Goleta Drops Sales-Tax Plan to Avoid Posing Challenge to Measure A

Bennett says Santa Barbara County may be open to discussing the revenue-sharing agreement after all.

In an abrupt reversal, the Goleta City Council on Tuesday night backed away from plans to place a citywide sales tax measure on the November ballot. The Goleta initiative could have derailed Measure A, a $1 billion Santa Barbara County transportation tax that, if approved, will fund projects over the next three decades.

Although the Goleta gambit could have been a bluff from the start, several council members as late as last week advocated the move as a way to gain leverage in a long-running dispute with the county, which has been reluctant to renegotiate a revenue-sharing agreement the parties entered into when Goleta incorporated in 2002.

Goleta has said the revenue-neutrality agreement — which, by law, counties can require for aspiring cities — is a raw deal, costing the city an estimated $8.2 million in tax revenue next year alone, or a third of its revenue.

The idea was that a sales tax initiative for Goleta would have allowed the city to recoup some of those costs. It could have jeopardized Measure A because that initiative needs a two-thirds majority to pass, and some feared that many Goleta residents would be reluctant to approve both measures, and would favor the local one over the regional.
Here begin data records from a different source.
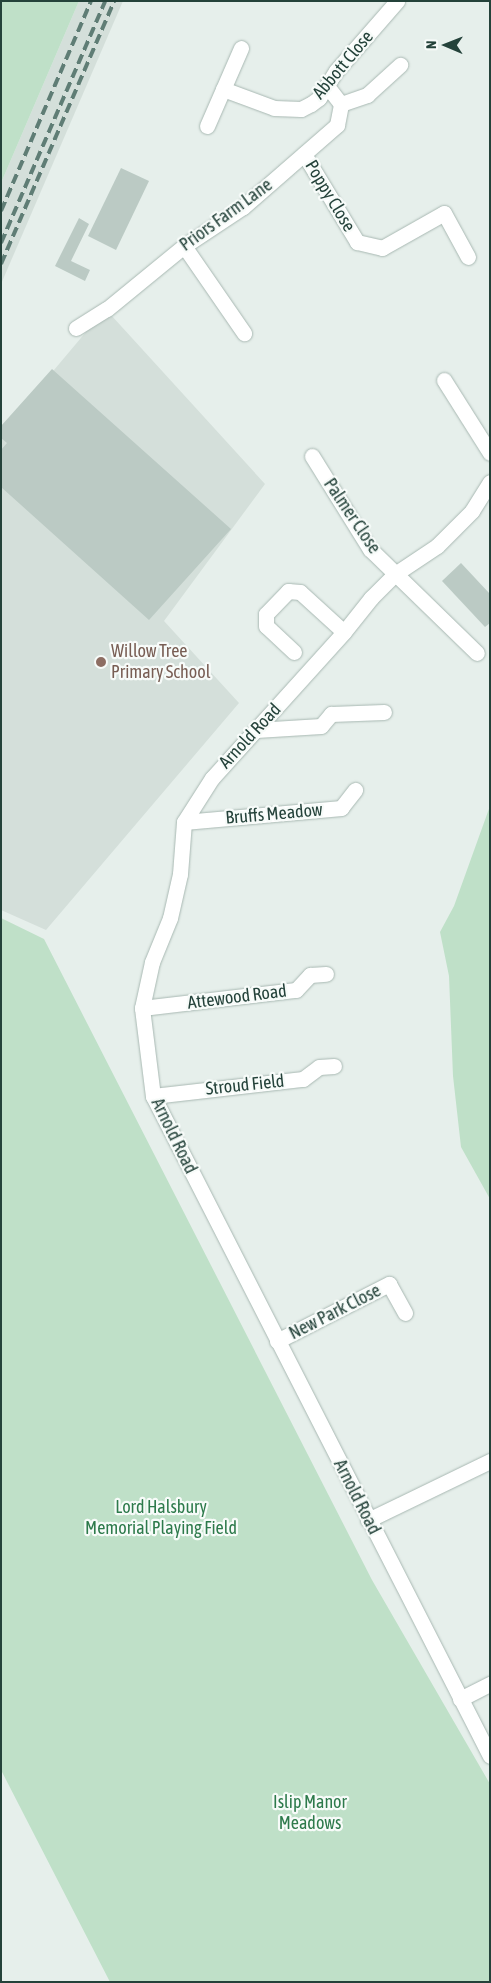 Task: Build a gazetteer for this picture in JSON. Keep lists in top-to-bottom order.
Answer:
{
  "streets": {
    "street": [
      "Abbott Close",
      "Poppy Close",
      "Priors Farm Lane",
      "Palmer Close",
      "Arnold Road",
      "Bruffs Meadow",
      "Attewood Road",
      "Stroud Field",
      "New Park Close"
    ]
  },
  "crossings": [
    ["Poppy Close", "Priors Farm Lane"],
    ["Palmer Close", "Arnold Road"],
    ["Arnold Road", "Bruffs Meadow"],
    ["Arnold Road", "Attewood Road"],
    ["Arnold Road", "Stroud Field"],
    ["Arnold Road", "New Park Close"]
  ],
  "parks": ["Lord Halsbury Memorial Playing Field", "Islip Manor Meadows"],
  "places": ["Willow Tree Primary School"],
  "north": "left"
} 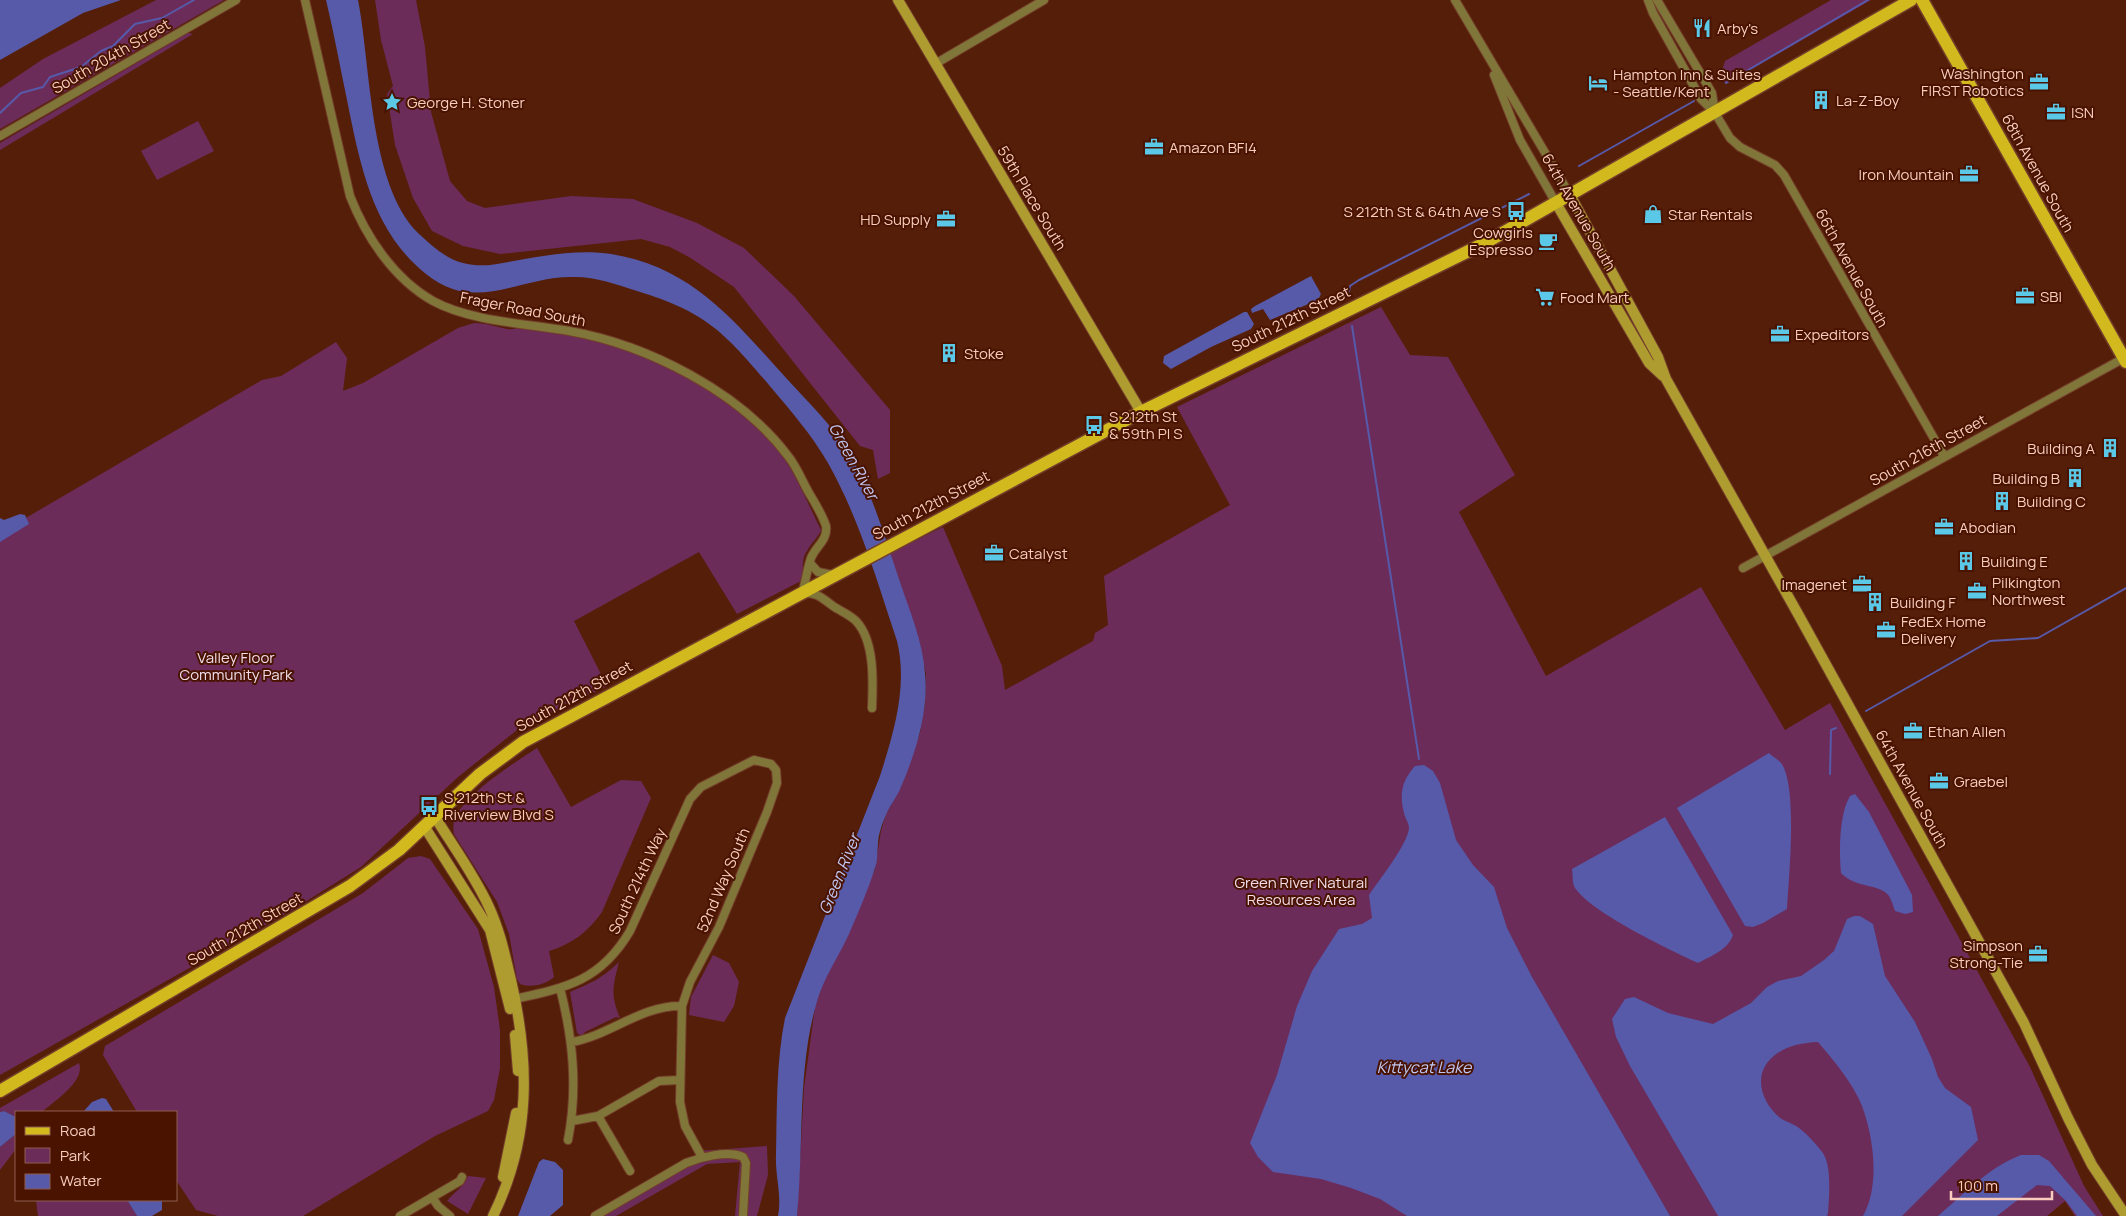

At Tuesday’s council session, Goleta Mayor Michael Bennett surprised many in the audience by swiftly wrapping up the matter with a short prepared speech before the council voted unanimously to scrap the idea.

“We do not want to be the cause of Measure A failing in November,” Bennett said. “We want to work with the county. There is no good that can come out of an adversarial relationship.”

Also terminated was a ballot proposal to let Goleta voters decide whether they wanted to back out of the revenue-neutrality agreement. The legality of that option had been questioned by county officials.

After the meeting, Bennett was guarded about the reason for the about-face, but he did say that county representatives recently expressed an interest in talking with Goleta officials.

“I am confident we can accomplish our goals over the next year,” he said.

Goleta also had been under pressure from other cities to drop the idea, most vociferously from Carpinteria City Councilman Joe Armendariz, who attended Tuesday’s meeting in Goleta.

There’s a good chance the idea of a Goleta sales-tax measure was a lost cause even without the change of heart. Putting sales-tax measures on the ballot requires a council supermajority — which in Goleta means four of five votes. Only three council members had expressed support for it: Bennett, Jean Blois and Eric Onnen. Council members Roger Aceves and Jonny Wallis were opposed.

However, the measure asking Goleta residents whether to just say no to the revenue-neutrality agreement would have required a simple majority three votes.

Revenue-neutrality agreements prevent counties from losing a disproportionate amount of money from sales and property taxes that would start to go to a new city. Bennett and other Goleta officials have said the agreement is particularly hard on Goleta, and that it is the worst of its kind for any new city in California.

Per the 2002 agreement, the county takes half of Goleta’s sales and property taxes and 40 percent of its hotel bed taxes. Beginning in 2012, the deal would get a little better for Goleta, reducing the county’s share of the sales tax by 20 percent and allowing Goleta to keep all of its bed taxes. However, the terms of the agreement are to go on in perpetuity — in other words, for forever.

Noozhawk staff writer Rob Kuznia can be reached at [email protected]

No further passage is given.